Saved entries
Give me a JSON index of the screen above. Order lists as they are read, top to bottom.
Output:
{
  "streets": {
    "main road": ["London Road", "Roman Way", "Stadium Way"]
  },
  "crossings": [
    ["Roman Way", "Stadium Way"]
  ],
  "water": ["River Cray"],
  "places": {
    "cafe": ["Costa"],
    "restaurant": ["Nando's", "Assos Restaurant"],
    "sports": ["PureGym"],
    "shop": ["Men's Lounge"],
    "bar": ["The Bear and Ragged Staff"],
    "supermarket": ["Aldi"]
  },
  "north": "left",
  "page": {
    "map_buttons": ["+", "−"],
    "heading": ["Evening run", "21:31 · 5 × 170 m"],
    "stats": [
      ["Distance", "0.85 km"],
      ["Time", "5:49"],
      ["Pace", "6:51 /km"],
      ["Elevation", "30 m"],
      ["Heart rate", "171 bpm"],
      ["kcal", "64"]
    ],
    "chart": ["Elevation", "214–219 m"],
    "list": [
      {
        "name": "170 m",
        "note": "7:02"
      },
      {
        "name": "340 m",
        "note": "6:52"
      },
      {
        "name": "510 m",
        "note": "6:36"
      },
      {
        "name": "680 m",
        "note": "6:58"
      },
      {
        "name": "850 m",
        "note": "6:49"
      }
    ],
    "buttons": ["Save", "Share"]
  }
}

◆ **Task description**
Your task is to copy every line of the entries that contains the string "Roman".

◆ **Response to the exercise**
    "main road": ["London Road", "Roman Way", "Stadium Way"]
    ["Roman Way", "Stadium Way"]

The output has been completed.